I’m sure many of you have heard the old fairy tale published by Hans Christian Andersen about the princess and the pea, but forgive me as I take a short, literary sidestep to review it.
In the tale, a prince is looking to marry a princess, but is unable to find one in the neighboring kingdoms. He searches high and low and cannot find a bride who can meet his royal expectations. One dark and stormy night, a stranger knocks on his door and asks to spend the night in the castle. The stranger is a beautiful, young woman and claims to be a princess from a distant land. The prince is taken by the stranger’s beauty and falls in love at first sight. But the prince’s mom is suspicious. She doubts that the stranger is really a princess and devices a test to determine whether the young woman is really royalty. In the guest room, the mother prepares a bed with a stack of mattresses and feather beds so the stranger is comfortable. To test the stranger, however, the mother hides a single pea below the mattresses and feather beds. The mother believes that if the stranger is truly a princess, she won’t be able to sleep because of the presence of the pea. The next morning, the stranger announces that she’s had a sleepless night. The kingdom rejoices because that stranger is really a princess and the prince has finally found a bride. They get married and live happily ever after. The end.
I was reminded of this story recently after a few of my colleagues shared student comments from their teaching evaluations on their social media pages. One colleague shared a picture of several of the anonymous student comments and asked her followers, “Guess which one will keep my awake tonight?” Among a series of amazingly positive student comments was one that read something like “This professor is the worst.” Sure, the student provided no context or basis for their assessment and it was buried under a number of really positive comments. But like the pea in the fairy tale, that single student comment was going to create some sleepless nights for my colleague.
The post generated some conversation among my co-workers. Some commiserated that they also tended to focus on the infrequent negative comments more than the numerous positive ones. I work with a lot of caring, inspiring, and motivated colleagues. I know they want to support their students’ learning and it pained me to see them agonize over these student comments. And then I remembered that I do the same thing. While I haven’t received a negative student comment in a few semesters (not a boast), I still agonize over them when I do. Which makes me wonder, why do we do this to ourselves? Why do we agonize over the negative comments, despite receiving positive comments that should act like mattresses and feather beds to cushion the blow?

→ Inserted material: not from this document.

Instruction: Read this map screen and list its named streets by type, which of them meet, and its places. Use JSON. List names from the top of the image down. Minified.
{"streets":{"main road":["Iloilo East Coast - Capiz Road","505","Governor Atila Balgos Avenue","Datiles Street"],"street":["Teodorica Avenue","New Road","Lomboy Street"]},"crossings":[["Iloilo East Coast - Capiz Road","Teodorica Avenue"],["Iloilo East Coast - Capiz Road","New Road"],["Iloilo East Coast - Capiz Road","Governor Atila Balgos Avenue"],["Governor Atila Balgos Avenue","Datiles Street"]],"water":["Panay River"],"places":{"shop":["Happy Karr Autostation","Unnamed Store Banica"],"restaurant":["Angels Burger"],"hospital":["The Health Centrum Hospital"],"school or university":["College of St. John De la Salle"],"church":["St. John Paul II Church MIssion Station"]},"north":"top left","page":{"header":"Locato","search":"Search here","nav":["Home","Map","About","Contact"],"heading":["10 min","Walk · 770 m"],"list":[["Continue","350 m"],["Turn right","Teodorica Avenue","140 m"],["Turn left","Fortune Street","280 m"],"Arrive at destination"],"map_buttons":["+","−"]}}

Before starting this post, I googled “The Princess and the Pea” to make sure I remembered the story correctly. Within the list of links that Google provided, I couldn’t avoid one with a really clickable title: “This Popular Fairytale has a Hidden Meaning You Never Knew About.” In a post from 2017, an author identified only as “Mary” writes:
“The pea is the symbol of our truest selves. Despite the layers of the socially-acceptable, the princess passes the test because she feels so intensely. She cares and is authentic. She’s not afraid to face up to her own issues and discomforts. Ultimately, the prince recognizes her for the princess she is because above all, she doesn’t give up on herself.”
And maybe that’s the message here. Agonizing over negative comments shows how much we care as educators. It shows our true selves. We’re reflective, curious, motivated educators who want to reach every student. Like the pea that reveals the true princess, our agony reveals our true passion and desire to be the best teachers we can be. That may involve some sleepless nights, but we haven’t given up on ourselves. And that’s no fairy tale.